I'm putting something up to let you all know that I'm still alive. Still pounding the pavement out here in LA. It's pilot season which means it's almost time to PUT YOUR PENCILS DOWN and TURN IN YOUR EXAMS! That's right, staffing season is starting up in a matter of weeks. Some shows are already lining up their senior writers, but for us baby writers trying to break in, this is our chance to polish things up one last time and hit the party circuit to get our little faces out there for jobs.

I've been reading every drama pilot I can get my hands on, and there are tons out there. I think I've read about 20 so far, and the competition is pretty stiff for shows this spring. Lots of good stuff, plenty of procedural-esque shows, but many many more soap opera type shows set against various backdrops. I'll check with my suppliers to see which scripts it is okay for me to talk about (i.e. the drafts aren't under wraps on pain of someone's death) and I'll blog an update. I'm happy to say I've read a bunch of shows I liked, last season I wasn't as impressed -- the writing was almost universally solid, but the show ideas were... eh.
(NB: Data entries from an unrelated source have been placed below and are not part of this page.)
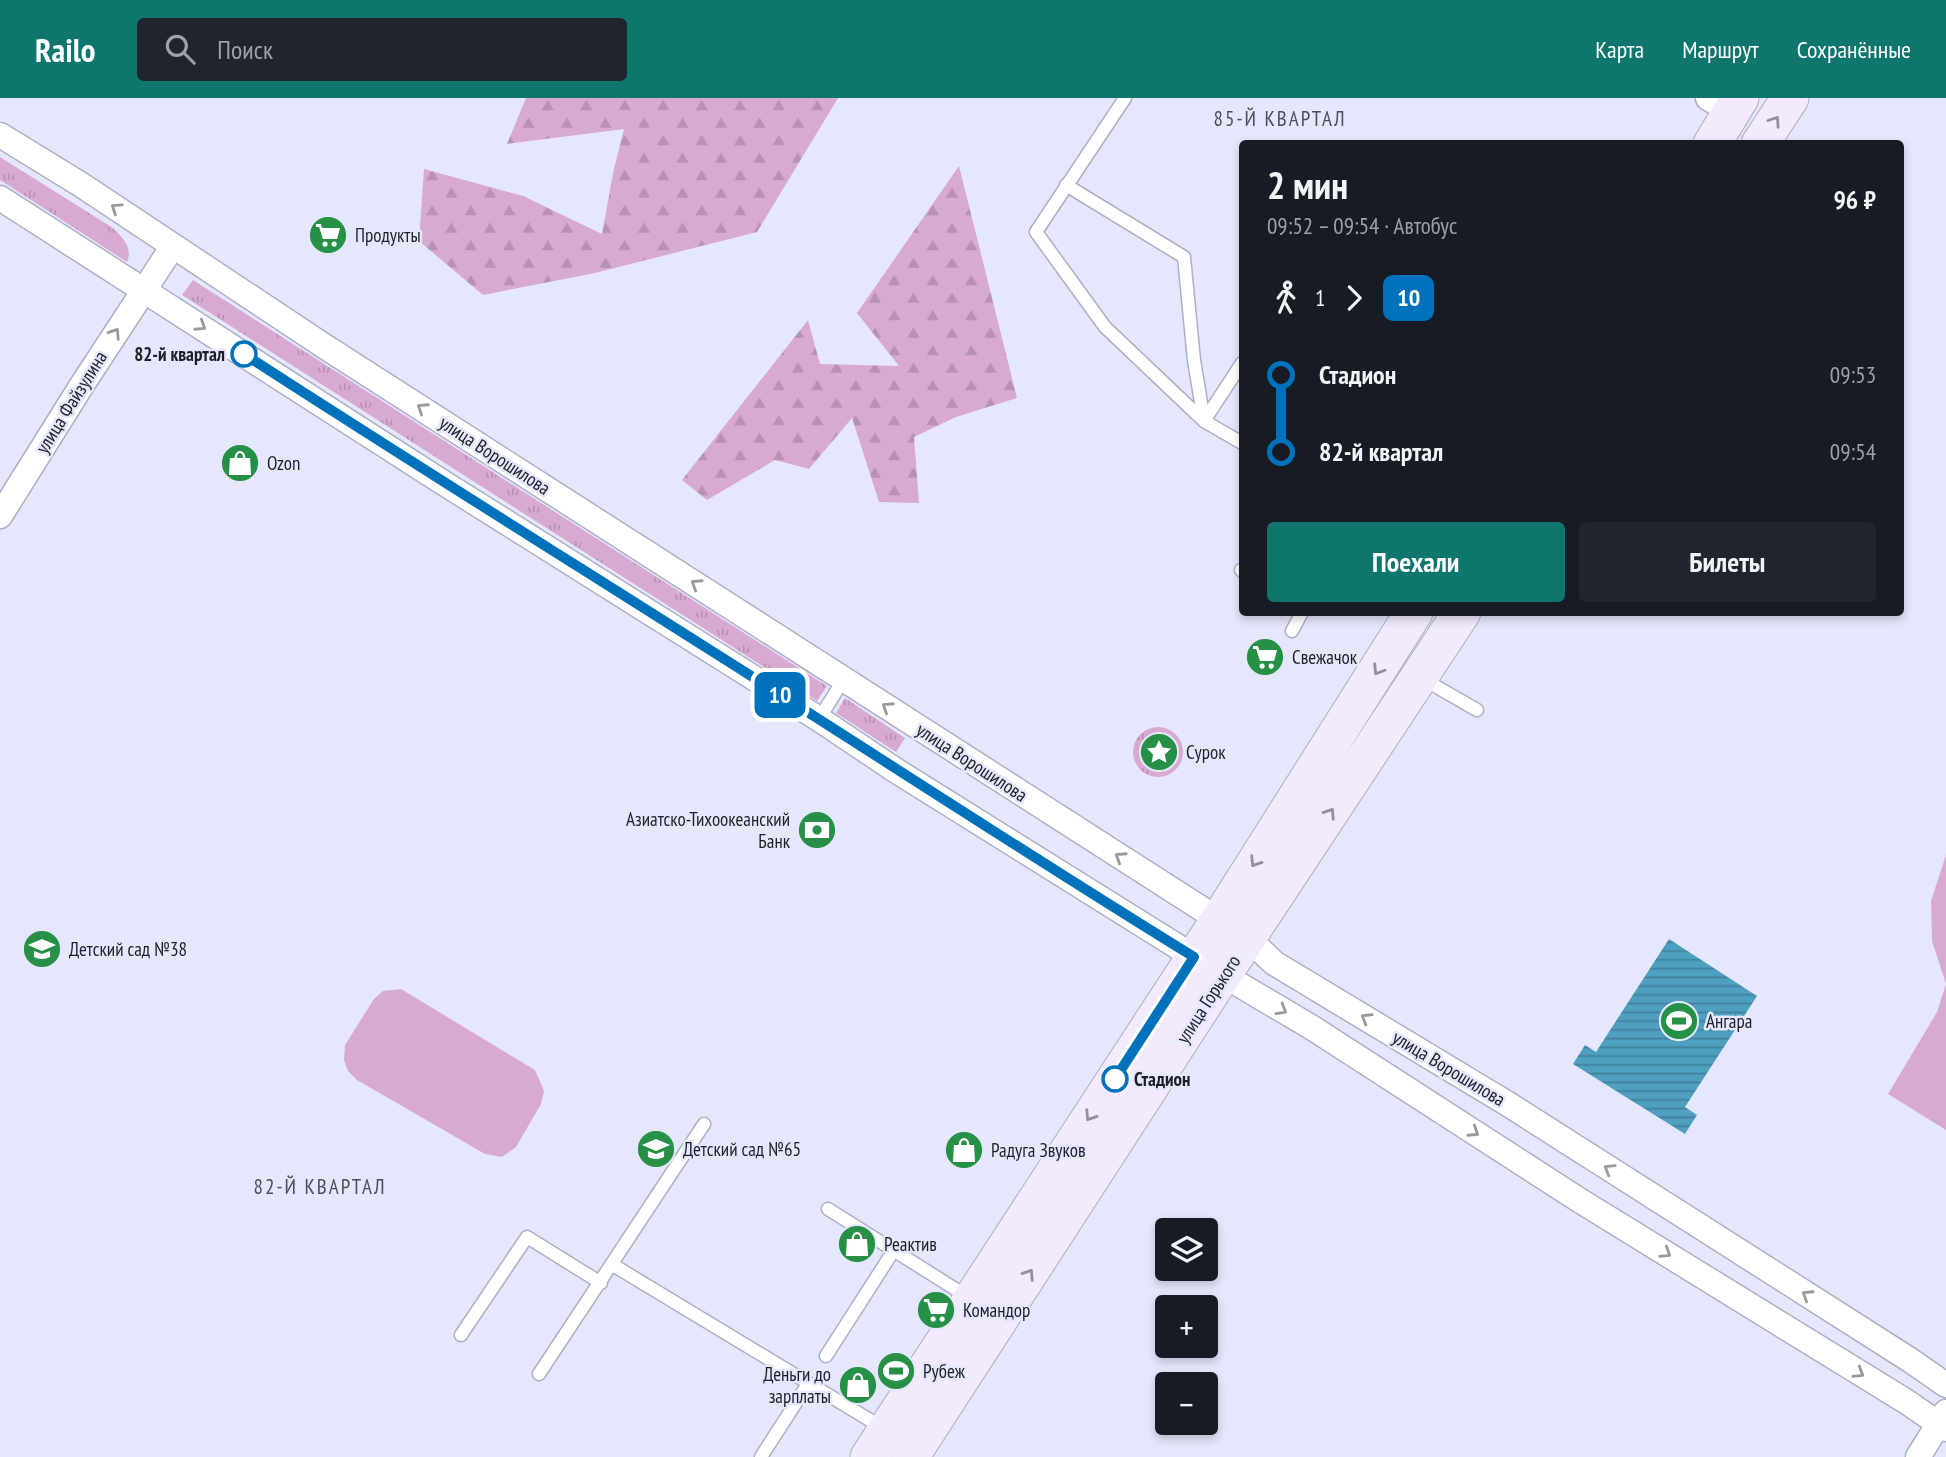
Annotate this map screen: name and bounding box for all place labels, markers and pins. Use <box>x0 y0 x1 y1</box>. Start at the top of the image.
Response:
supermarket icon: Продукты <box>307 214 349 256</box>
place label: Продукты <box>355 223 421 247</box>
marker: 82-й квартал <box>231 341 257 367</box>
place label: 82-й квартал <box>134 342 225 366</box>
shop icon: Ozon <box>219 442 261 484</box>
place label: Ozon <box>267 451 300 475</box>
supermarket icon: Свежачок <box>1244 636 1286 678</box>
place label: Свежачок <box>1292 645 1358 669</box>
place icon: Сурок <box>1138 731 1180 773</box>
place label: Сурок <box>1186 740 1226 764</box>
place label: Азиатско-Тихоокеанский Банк <box>626 807 791 853</box>
bank icon: Азиатско-Тихоокеанский Банк <box>796 809 838 851</box>
school or university icon: Детский сад №38 <box>21 928 63 970</box>
place label: Детский сад №38 <box>69 937 187 961</box>
sports icon: Ангара <box>1658 1000 1700 1042</box>
place label: Ангара <box>1706 1009 1752 1033</box>
marker: Стадион <box>1102 1066 1128 1092</box>
place label: Стадион <box>1134 1067 1190 1091</box>
school or university icon: Детский сад №65 <box>635 1128 677 1170</box>
shop icon: Радуга Звуков <box>943 1129 985 1171</box>
place label: Детский сад №65 <box>683 1137 801 1161</box>
place label: Радуга Звуков <box>991 1138 1086 1162</box>
shop icon: Реактив <box>836 1223 878 1265</box>
place label: Реактив <box>884 1232 937 1256</box>
supermarket icon: Командор <box>915 1289 957 1331</box>
place label: Командор <box>963 1298 1030 1322</box>
sports icon: Рубеж <box>875 1350 917 1392</box>
place label: Рубеж <box>923 1359 966 1383</box>
place label: Деньги до зарплаты <box>763 1362 831 1408</box>
shop icon: Деньги до зарплаты <box>837 1364 879 1406</box>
This year, I feel like the show concepts were interesting (minus the soap operas which aren't really my thing), but I'm withholding judgment on most of them until I see the casting choices because they could go either way.

There are a couple of very interesting sci fi/fantasy-type shows that I'm excited about, so I'm going to see if I can write about those first. I'm happy to say that no one has written anything even close to the spec pilot I'm polishing, I've still got two more networks worth of stuff to get through, but, so far, all clear. :-)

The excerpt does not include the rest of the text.